Work order: Would you please transcribe, exactly as written, the lines of the entries below starting at the one that holds "const building = new" and ending at the one that holds "M 1417,7 L 1490,7 L 1494,26 L 1419,24 Z", both included?

______

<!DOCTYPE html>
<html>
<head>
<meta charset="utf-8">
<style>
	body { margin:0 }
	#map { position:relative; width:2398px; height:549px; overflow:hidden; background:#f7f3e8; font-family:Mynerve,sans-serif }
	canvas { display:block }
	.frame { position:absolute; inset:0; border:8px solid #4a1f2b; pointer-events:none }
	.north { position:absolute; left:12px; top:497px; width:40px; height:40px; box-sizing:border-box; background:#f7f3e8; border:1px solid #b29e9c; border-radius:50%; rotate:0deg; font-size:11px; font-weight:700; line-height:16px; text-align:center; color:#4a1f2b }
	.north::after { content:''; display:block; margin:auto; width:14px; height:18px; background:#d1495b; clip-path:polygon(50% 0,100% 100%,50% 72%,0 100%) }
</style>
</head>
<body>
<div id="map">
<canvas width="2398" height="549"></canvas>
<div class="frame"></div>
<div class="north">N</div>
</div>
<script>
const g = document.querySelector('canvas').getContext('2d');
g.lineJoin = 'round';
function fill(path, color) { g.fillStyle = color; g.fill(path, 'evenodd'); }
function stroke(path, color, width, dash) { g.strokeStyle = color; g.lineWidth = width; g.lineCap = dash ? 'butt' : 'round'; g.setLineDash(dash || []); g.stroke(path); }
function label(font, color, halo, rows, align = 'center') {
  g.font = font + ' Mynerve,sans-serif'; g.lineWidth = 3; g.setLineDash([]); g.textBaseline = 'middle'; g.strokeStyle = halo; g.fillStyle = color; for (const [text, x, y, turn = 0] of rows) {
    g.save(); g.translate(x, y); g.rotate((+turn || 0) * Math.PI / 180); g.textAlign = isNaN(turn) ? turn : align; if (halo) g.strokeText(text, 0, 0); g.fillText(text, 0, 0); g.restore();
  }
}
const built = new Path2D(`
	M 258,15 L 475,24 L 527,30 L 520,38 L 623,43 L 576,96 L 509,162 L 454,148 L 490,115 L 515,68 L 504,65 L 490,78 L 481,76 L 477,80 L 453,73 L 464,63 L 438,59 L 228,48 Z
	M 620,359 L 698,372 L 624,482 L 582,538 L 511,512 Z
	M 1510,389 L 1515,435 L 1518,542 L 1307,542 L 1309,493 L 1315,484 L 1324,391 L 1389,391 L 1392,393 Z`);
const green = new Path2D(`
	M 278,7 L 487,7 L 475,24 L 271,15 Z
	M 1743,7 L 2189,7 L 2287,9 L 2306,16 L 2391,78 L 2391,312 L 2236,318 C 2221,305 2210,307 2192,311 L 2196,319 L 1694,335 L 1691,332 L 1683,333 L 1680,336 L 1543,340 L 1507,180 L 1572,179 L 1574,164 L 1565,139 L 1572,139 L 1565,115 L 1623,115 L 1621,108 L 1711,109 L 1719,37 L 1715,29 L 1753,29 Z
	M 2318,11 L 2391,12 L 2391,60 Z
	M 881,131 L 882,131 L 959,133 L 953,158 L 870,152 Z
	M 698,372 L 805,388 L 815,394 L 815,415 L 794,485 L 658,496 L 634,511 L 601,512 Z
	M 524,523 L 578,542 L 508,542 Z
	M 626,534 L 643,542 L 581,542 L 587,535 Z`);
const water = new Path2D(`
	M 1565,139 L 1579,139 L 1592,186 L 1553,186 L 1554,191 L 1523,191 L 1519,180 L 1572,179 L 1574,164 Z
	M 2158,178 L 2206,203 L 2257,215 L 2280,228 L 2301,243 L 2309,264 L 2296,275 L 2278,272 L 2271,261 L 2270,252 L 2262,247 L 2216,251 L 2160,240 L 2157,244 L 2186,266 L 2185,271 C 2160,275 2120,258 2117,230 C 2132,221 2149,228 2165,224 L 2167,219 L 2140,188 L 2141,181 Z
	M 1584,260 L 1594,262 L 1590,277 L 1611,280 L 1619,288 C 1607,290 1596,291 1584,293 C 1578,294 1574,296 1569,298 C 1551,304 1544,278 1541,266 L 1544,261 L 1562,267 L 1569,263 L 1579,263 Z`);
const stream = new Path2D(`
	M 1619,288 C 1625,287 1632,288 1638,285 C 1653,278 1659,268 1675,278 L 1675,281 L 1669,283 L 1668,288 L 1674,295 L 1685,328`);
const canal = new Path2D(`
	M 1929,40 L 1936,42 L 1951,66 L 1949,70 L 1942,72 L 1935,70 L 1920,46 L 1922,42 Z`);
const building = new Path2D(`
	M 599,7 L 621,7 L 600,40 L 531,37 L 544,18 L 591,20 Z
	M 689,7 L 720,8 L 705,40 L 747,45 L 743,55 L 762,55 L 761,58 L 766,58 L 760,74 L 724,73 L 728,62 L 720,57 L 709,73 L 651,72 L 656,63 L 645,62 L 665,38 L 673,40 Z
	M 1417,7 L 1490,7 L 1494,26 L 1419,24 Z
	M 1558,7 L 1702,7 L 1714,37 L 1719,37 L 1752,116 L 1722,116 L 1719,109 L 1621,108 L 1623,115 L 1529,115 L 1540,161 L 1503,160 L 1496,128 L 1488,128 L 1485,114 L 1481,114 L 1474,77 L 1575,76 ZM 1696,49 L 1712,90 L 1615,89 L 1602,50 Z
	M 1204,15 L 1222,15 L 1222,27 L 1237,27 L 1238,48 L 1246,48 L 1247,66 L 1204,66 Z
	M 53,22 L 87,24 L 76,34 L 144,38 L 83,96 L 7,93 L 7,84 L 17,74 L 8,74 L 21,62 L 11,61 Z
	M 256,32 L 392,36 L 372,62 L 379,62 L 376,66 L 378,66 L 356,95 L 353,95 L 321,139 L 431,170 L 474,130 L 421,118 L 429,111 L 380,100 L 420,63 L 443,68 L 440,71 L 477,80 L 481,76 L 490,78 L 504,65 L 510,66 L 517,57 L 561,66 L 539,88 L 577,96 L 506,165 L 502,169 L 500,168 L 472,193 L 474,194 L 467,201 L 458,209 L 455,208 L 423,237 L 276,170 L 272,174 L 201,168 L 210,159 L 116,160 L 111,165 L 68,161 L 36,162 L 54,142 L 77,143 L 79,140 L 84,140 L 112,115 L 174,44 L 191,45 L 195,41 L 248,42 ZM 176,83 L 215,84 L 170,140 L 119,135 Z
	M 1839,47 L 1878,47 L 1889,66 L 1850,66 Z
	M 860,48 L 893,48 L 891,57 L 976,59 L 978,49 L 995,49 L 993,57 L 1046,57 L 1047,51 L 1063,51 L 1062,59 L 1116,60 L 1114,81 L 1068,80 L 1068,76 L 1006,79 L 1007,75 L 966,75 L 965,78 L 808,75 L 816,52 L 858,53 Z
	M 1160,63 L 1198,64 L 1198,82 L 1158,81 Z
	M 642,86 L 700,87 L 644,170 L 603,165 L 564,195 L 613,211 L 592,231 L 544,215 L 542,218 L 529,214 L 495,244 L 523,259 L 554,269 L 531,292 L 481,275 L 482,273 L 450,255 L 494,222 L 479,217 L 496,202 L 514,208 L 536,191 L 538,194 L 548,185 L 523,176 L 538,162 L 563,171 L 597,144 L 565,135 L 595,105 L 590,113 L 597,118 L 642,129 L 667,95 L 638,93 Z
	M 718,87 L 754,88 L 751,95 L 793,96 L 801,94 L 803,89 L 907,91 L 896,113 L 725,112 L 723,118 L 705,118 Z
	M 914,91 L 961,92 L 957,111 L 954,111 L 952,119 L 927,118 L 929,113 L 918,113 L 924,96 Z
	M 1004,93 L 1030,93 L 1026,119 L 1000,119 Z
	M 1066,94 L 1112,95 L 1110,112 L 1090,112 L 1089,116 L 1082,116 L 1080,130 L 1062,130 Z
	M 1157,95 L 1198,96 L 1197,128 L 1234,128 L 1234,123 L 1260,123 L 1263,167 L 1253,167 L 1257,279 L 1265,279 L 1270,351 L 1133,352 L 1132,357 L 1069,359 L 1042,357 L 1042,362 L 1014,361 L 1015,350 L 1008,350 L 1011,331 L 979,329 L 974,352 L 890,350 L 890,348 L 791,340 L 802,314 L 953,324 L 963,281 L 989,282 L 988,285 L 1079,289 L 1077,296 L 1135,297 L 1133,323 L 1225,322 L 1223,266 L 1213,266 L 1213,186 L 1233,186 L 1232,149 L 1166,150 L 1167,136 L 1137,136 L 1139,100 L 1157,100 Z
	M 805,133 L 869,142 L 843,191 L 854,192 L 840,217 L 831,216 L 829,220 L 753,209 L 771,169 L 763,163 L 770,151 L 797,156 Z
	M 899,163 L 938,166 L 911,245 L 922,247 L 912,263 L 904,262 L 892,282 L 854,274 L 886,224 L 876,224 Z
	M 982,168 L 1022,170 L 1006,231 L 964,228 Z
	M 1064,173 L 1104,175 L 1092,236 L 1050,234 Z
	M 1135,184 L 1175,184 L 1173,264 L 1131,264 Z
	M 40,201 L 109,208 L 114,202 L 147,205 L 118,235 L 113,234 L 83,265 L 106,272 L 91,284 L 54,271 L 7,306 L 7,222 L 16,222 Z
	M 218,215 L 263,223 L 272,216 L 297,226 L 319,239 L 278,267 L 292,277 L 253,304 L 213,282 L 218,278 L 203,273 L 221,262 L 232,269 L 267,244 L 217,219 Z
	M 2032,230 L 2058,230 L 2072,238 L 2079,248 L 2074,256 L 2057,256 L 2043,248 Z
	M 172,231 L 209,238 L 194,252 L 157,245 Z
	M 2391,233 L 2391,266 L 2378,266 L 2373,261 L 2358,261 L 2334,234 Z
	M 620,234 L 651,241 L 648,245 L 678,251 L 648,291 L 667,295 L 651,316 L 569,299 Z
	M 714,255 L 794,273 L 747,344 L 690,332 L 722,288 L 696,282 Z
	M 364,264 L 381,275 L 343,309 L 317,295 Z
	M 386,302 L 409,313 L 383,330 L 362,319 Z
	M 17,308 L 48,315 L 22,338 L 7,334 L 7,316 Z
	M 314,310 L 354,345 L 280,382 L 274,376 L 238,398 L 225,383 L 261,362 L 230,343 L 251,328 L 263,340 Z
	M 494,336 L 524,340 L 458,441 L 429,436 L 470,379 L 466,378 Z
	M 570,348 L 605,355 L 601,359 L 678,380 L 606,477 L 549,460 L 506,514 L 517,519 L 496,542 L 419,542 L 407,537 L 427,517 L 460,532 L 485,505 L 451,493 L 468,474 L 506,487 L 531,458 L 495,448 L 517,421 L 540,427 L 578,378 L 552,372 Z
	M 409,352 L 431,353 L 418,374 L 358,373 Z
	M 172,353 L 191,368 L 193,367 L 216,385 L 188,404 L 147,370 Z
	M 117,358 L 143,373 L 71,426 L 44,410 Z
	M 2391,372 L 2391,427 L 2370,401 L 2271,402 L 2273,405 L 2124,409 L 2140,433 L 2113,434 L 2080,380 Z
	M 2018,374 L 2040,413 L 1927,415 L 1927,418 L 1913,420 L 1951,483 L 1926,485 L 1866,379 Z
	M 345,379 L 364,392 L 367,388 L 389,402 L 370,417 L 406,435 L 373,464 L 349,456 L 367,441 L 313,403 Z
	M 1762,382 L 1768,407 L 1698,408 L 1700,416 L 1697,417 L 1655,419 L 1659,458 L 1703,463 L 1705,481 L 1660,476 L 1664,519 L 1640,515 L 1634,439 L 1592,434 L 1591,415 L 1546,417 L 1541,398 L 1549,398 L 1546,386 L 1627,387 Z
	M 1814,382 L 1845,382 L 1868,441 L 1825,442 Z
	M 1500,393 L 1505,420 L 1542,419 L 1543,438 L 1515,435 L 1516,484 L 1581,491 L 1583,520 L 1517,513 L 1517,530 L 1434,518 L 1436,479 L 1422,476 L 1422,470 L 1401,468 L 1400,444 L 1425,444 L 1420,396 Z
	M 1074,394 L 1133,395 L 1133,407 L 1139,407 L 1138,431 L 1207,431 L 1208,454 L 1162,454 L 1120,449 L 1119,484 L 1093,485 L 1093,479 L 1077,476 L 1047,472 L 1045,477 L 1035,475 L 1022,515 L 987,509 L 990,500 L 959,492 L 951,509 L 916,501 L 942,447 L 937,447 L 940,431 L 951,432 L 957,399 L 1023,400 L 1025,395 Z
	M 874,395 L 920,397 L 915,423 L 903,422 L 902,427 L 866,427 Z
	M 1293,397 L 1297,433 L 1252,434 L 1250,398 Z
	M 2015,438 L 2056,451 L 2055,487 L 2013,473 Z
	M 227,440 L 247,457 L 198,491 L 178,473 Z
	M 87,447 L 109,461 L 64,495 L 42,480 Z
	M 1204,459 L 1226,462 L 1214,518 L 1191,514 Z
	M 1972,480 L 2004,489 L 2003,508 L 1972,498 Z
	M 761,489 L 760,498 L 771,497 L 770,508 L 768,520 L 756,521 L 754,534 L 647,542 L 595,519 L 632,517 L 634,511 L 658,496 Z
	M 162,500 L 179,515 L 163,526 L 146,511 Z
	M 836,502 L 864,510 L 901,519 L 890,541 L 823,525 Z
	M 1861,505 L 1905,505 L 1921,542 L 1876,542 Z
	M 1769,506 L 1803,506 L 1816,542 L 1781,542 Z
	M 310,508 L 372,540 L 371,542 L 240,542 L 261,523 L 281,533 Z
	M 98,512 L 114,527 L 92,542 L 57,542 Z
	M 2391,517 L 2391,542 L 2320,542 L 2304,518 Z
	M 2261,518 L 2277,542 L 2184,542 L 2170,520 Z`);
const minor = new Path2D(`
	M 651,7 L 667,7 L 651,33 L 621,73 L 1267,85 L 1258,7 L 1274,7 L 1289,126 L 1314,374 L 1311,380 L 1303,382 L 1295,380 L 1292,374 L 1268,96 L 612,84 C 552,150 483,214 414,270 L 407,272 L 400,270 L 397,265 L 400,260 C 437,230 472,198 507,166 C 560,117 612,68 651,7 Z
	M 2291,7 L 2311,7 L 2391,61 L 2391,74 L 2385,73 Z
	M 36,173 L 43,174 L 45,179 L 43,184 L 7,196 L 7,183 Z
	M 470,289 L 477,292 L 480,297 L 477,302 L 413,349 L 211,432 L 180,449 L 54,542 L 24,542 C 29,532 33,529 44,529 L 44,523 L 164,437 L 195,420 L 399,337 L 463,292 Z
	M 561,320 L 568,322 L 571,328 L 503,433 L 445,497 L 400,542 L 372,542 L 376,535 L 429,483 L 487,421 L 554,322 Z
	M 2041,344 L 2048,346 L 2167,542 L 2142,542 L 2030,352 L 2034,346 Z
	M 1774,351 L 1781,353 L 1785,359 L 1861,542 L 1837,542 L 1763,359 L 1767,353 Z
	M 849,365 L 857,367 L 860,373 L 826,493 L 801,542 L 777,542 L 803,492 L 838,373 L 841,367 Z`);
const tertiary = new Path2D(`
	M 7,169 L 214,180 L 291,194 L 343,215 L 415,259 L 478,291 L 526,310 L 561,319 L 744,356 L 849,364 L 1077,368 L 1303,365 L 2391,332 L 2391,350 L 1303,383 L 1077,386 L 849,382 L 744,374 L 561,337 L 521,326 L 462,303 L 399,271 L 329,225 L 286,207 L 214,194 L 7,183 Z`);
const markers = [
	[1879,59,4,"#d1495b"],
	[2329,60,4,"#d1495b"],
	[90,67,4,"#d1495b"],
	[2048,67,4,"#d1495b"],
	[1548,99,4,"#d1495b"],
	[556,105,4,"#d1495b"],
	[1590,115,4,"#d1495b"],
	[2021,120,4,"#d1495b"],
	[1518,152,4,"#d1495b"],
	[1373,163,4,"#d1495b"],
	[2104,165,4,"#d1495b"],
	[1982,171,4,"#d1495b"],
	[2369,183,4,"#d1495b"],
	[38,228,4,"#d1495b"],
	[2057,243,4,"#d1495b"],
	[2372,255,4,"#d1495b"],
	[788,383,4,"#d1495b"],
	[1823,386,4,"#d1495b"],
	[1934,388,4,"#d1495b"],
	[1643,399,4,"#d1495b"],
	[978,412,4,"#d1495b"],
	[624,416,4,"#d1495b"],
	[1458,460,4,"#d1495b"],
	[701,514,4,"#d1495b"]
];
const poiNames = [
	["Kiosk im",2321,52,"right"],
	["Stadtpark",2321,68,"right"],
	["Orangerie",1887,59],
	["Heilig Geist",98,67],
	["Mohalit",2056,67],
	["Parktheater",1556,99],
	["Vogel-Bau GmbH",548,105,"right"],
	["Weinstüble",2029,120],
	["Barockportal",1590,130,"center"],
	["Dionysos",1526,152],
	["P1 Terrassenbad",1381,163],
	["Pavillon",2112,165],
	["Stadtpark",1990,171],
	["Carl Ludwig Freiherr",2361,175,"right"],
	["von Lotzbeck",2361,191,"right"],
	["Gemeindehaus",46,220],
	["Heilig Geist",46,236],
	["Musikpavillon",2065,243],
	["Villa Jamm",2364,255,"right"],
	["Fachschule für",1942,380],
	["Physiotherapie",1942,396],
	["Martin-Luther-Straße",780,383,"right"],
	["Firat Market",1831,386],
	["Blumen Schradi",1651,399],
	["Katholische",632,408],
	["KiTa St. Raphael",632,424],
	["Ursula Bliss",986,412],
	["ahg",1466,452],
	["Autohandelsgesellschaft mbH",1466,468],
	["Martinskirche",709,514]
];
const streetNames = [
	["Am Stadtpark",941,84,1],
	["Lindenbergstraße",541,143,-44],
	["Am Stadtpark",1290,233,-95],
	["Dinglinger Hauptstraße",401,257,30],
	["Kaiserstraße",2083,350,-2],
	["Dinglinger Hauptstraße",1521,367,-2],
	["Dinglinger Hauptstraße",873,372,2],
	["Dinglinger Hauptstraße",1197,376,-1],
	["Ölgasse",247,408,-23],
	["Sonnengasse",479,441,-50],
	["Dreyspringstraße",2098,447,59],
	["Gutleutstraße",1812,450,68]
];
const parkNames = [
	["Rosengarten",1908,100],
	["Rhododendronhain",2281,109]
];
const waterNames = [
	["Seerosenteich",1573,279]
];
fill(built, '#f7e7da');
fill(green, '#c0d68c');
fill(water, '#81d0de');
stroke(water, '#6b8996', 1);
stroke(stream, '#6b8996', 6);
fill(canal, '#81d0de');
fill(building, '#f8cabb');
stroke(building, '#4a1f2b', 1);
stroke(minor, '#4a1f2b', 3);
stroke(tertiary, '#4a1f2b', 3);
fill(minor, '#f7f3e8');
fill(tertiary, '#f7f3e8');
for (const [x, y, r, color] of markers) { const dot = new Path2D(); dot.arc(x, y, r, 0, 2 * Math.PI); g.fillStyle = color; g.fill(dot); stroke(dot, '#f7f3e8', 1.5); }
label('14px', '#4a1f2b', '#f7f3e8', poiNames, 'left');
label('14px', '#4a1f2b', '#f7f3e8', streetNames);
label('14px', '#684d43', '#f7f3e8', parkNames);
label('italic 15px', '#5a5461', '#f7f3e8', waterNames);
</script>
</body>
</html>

______

Answer box:
const building = new Path2D(`
	M 599,7 L 621,7 L 600,40 L 531,37 L 544,18 L 591,20 Z
	M 689,7 L 720,8 L 705,40 L 747,45 L 743,55 L 762,55 L 761,58 L 766,58 L 760,74 L 724,73 L 728,62 L 720,57 L 709,73 L 651,72 L 656,63 L 645,62 L 665,38 L 673,40 Z
	M 1417,7 L 1490,7 L 1494,26 L 1419,24 Z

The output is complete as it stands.